Los Angeles native Eric Bellinger got his songwriting and production start in 2002 as a performer in a string of boy bands. But as 2010 dawned, he craved bigger challenges and segued into writing. Initially signed to Epic Records in April of that same year by veteran record execs Max Gousse and Tommy Motola, Bellinger later inked a publishing deal with Sony ATV. He’s notable for his contributions to Chris Brown’s Grammy-winning 2011 record F.A.M.E. but his writing and production repertoire also includes Justin Bieber, Usher and Nicki Minaj.
His writing approach is at once both regimented and varied when he works with other artists. “My formula is the same but the process and approach is always different, depending on the artist,” he explains. “I always try to make sure it’s their vibe and that whatever I’m doing, I have them in mind. Conceptually, I’m picking their brain: what’s going on in your life, what’s going on in your relationships?
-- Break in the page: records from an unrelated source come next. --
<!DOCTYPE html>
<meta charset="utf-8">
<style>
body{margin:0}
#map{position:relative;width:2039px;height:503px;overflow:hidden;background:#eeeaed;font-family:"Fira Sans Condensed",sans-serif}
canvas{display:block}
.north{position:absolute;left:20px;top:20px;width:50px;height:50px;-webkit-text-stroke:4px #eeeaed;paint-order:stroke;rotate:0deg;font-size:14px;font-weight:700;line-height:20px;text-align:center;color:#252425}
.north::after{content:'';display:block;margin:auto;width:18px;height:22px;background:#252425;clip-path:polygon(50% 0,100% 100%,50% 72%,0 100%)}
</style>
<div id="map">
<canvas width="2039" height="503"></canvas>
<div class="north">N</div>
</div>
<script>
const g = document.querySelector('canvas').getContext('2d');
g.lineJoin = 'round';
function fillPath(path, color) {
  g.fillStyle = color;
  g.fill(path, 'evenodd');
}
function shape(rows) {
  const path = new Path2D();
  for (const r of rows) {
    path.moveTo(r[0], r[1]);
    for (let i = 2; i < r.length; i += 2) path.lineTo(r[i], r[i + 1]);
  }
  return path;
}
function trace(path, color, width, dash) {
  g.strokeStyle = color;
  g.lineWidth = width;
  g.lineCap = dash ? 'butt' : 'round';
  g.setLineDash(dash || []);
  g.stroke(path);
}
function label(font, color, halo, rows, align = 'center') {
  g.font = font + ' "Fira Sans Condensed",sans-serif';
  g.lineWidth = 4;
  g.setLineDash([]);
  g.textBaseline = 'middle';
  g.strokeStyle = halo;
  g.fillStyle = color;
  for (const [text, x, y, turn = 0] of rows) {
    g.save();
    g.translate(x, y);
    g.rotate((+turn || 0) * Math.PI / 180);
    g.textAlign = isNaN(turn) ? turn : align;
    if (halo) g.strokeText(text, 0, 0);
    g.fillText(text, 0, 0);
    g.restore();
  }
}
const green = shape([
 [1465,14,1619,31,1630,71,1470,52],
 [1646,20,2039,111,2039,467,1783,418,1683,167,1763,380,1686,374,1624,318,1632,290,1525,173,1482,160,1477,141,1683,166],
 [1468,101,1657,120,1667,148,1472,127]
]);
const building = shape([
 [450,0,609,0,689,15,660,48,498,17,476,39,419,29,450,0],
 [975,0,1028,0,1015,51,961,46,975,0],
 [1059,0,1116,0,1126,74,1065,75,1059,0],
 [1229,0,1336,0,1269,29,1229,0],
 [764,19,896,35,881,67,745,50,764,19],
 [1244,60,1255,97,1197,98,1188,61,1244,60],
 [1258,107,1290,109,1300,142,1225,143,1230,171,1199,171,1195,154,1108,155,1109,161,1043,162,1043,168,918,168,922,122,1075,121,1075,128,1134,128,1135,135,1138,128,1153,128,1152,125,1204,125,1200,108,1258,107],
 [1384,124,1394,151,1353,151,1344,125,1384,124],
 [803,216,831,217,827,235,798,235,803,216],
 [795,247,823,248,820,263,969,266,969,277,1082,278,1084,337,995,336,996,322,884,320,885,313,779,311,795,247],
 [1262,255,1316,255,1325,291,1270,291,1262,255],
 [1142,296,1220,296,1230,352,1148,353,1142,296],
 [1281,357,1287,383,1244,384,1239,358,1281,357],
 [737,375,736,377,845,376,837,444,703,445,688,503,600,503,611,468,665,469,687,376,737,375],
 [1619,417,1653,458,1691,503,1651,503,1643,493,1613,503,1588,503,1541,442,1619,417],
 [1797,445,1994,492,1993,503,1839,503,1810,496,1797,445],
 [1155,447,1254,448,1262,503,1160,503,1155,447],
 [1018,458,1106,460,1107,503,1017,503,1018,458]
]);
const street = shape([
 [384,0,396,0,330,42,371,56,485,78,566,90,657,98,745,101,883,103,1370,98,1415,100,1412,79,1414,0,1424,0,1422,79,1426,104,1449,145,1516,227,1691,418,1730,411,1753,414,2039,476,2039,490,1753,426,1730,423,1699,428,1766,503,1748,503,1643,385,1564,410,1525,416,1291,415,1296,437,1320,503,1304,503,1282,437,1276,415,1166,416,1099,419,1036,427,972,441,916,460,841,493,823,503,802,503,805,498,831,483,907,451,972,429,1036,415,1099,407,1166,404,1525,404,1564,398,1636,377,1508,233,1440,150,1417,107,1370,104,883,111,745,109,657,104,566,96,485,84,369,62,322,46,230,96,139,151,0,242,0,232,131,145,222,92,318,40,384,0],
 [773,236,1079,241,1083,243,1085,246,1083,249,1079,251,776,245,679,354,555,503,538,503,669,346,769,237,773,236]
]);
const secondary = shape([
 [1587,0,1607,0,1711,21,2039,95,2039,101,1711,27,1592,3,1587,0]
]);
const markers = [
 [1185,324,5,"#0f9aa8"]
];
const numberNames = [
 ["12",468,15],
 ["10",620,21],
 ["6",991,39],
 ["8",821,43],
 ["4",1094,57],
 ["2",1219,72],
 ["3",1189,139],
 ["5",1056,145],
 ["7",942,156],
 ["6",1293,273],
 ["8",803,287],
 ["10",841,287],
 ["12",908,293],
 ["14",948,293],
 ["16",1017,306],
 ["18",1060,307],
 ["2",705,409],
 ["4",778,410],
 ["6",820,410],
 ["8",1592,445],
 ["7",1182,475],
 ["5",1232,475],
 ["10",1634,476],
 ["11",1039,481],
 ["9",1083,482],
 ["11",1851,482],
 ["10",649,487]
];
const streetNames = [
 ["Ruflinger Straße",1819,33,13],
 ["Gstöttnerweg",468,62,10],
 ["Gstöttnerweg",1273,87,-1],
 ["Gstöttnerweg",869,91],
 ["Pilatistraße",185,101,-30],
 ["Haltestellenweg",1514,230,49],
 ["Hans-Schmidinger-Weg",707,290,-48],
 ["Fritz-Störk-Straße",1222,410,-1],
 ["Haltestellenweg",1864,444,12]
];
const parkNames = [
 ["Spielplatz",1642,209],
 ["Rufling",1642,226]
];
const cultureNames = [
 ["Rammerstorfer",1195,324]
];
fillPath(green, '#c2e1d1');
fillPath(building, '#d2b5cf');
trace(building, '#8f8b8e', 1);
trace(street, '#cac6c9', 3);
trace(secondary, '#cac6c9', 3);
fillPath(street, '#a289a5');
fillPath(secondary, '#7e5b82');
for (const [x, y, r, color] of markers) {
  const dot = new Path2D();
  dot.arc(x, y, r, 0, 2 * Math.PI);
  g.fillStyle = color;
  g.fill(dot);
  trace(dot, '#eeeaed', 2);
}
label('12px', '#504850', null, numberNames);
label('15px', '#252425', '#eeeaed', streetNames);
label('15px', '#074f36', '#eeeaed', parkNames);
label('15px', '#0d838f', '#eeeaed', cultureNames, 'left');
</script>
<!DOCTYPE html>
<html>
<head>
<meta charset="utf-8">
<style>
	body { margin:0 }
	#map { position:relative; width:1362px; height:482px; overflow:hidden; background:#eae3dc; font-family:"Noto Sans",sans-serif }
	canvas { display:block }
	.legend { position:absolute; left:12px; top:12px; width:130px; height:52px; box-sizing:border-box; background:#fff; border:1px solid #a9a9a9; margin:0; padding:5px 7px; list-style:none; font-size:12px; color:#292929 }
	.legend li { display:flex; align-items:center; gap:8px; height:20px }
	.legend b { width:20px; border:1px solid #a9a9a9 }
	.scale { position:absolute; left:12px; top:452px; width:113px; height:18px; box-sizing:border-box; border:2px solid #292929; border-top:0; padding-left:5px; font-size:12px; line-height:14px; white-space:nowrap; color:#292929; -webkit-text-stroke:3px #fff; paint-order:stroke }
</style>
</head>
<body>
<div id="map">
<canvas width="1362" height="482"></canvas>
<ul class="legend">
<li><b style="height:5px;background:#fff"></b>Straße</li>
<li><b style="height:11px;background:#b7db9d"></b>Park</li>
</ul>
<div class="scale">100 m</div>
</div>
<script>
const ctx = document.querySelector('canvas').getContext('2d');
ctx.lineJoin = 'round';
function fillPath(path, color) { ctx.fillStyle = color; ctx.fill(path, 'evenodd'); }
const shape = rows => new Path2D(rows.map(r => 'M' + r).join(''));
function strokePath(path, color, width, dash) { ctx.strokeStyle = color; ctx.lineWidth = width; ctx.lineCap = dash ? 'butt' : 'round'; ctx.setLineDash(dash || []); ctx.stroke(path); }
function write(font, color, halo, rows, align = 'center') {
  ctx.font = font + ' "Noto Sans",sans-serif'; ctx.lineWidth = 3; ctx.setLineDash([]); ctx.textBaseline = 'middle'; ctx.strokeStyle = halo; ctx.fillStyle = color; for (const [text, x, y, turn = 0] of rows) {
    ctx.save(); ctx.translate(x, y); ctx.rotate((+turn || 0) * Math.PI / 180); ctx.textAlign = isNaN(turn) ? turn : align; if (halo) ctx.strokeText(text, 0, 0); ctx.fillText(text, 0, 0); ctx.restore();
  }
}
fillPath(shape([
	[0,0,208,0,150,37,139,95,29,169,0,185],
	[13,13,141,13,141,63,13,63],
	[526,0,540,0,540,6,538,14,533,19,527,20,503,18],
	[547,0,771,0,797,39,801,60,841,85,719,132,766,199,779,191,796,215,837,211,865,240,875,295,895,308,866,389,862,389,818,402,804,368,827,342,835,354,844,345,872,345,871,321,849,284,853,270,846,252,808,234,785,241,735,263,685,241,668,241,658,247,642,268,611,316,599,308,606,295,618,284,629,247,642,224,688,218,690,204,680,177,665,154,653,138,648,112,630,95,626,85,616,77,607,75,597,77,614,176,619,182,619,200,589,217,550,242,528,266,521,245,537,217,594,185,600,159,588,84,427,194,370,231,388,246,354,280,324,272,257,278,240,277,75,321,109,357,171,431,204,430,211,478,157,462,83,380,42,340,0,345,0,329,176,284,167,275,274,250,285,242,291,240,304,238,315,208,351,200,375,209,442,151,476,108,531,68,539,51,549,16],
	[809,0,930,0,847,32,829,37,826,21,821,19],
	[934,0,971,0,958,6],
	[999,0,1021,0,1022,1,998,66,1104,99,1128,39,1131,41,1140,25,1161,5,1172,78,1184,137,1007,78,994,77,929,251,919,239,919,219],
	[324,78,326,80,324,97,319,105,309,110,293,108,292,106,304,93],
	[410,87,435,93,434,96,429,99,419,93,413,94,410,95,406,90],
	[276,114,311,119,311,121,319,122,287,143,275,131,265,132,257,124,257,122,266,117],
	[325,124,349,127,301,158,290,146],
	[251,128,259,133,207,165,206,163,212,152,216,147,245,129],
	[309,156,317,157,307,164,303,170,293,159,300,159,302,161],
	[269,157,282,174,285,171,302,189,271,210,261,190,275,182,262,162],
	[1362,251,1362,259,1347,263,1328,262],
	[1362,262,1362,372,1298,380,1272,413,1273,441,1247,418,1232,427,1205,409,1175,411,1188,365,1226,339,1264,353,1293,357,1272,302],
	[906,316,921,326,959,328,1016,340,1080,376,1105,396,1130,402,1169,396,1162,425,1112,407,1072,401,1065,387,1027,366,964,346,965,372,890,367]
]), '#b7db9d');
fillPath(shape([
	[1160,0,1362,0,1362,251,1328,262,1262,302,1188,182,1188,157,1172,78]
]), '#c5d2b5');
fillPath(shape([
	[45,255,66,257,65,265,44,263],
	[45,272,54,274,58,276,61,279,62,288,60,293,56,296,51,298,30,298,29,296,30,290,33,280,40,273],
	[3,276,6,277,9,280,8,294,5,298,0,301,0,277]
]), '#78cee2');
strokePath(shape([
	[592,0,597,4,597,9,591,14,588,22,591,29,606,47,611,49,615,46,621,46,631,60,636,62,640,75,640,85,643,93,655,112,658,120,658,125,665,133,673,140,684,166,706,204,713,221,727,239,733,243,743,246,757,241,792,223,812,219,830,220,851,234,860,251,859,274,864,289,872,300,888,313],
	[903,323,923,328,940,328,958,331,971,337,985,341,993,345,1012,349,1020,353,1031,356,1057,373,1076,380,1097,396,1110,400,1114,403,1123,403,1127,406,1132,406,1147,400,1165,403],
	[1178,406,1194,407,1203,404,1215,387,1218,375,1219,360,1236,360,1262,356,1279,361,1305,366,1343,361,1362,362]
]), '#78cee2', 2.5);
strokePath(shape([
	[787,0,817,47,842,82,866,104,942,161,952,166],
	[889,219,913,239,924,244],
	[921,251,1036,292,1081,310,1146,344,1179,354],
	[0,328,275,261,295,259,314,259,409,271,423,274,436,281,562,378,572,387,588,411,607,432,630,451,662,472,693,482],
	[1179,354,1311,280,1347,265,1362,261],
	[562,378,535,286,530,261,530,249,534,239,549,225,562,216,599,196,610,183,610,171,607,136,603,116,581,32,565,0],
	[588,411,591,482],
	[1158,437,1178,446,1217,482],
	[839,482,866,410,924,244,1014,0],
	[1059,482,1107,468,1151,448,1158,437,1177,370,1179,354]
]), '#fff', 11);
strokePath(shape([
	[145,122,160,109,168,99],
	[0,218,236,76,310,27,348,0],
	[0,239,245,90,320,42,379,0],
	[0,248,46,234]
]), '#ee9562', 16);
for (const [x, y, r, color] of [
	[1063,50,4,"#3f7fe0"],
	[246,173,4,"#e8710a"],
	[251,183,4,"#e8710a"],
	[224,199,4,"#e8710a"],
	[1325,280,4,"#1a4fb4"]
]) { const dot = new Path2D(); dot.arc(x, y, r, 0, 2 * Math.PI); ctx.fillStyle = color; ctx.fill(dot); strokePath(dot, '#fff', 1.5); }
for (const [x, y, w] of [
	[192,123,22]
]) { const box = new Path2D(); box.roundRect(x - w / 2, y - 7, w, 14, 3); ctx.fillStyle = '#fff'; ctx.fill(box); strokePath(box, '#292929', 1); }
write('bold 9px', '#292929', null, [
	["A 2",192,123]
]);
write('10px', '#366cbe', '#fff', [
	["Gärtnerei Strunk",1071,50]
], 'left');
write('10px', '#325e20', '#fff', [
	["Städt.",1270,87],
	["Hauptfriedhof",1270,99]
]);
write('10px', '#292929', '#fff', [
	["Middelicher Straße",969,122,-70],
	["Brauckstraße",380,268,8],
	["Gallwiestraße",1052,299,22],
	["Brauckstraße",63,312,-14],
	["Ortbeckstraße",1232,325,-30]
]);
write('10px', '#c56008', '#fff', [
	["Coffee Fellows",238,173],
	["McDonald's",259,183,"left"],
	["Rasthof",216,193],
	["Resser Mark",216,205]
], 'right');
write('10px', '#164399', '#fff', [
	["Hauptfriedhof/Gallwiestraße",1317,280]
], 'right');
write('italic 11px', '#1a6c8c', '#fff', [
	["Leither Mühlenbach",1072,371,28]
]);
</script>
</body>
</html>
If I can channel their energy and connect with their frequency, they’re more likely to feel connected to the song, even if they didn’t write it.”
As an experienced vocalist, he’s positioned to take an artist-level approach in the studio. “Anyone that’s worked with me will tell you I’m tough,” he admits. “They might think that their last take was their best, but I’ll say, ‘Let’s get it again’ or ‘Try it like this.’ Since I’m able to sing, I can do a quick example of how I want it to go. An engineer may not be able to sing the vocal.”
There’s also value, Bellinger finds, in remaining constantly productive. “If you take a break and then come back to creating the way you were six months ago, that’s foreign; it’s old. The cadences, melodies and concepts all switch up. You have to stay in it. I never stop. Ever since I started in 2010, I’ve put out at least three albums every year, not even including the songs I’ve written [for other artists]. There’s so much new content now that if you’re not the new artist, you’re the old artist.”
As a writer, Bellinger allows himself to be guided by the process. “The beat tells me what to write,” he says. “There’s science behind the beat; behind the tempo. If it’s slow, [the song’s] slower. If it’s fast, up-tempo, it’s gotta be fast. Automatically, I think either ‘turn it up’ or ‘calm down.’ If you listen to the music, there’s a minor chord and a major chord. A minor chord is sad, a major chord is happy. If I have a major chord, up-tempo beat, most likely it’s going to be an up-tempo part of the song. If it’s a minor chord, slow beat, it’s probably going to be a breakup song. Before I even start writing, I know these things.”
To producers and songwriters on the rise, he counsels hard work and patience. “Be prepared for the time it’ll take to get there,” he urges. “Often now, with people seeing overnight success on Instagram, that’s changed the perception of what it takes to make it. Be patient and make sure that your sound is unique. Be yourself because it’s the only way we’ll be able to see you in a crowd.”
Bellinger recorded his latest album Eazy Call last year and aims to release it later in 2018. “We’re just kind of playing it off the single; making sure we’re ready,” he explains.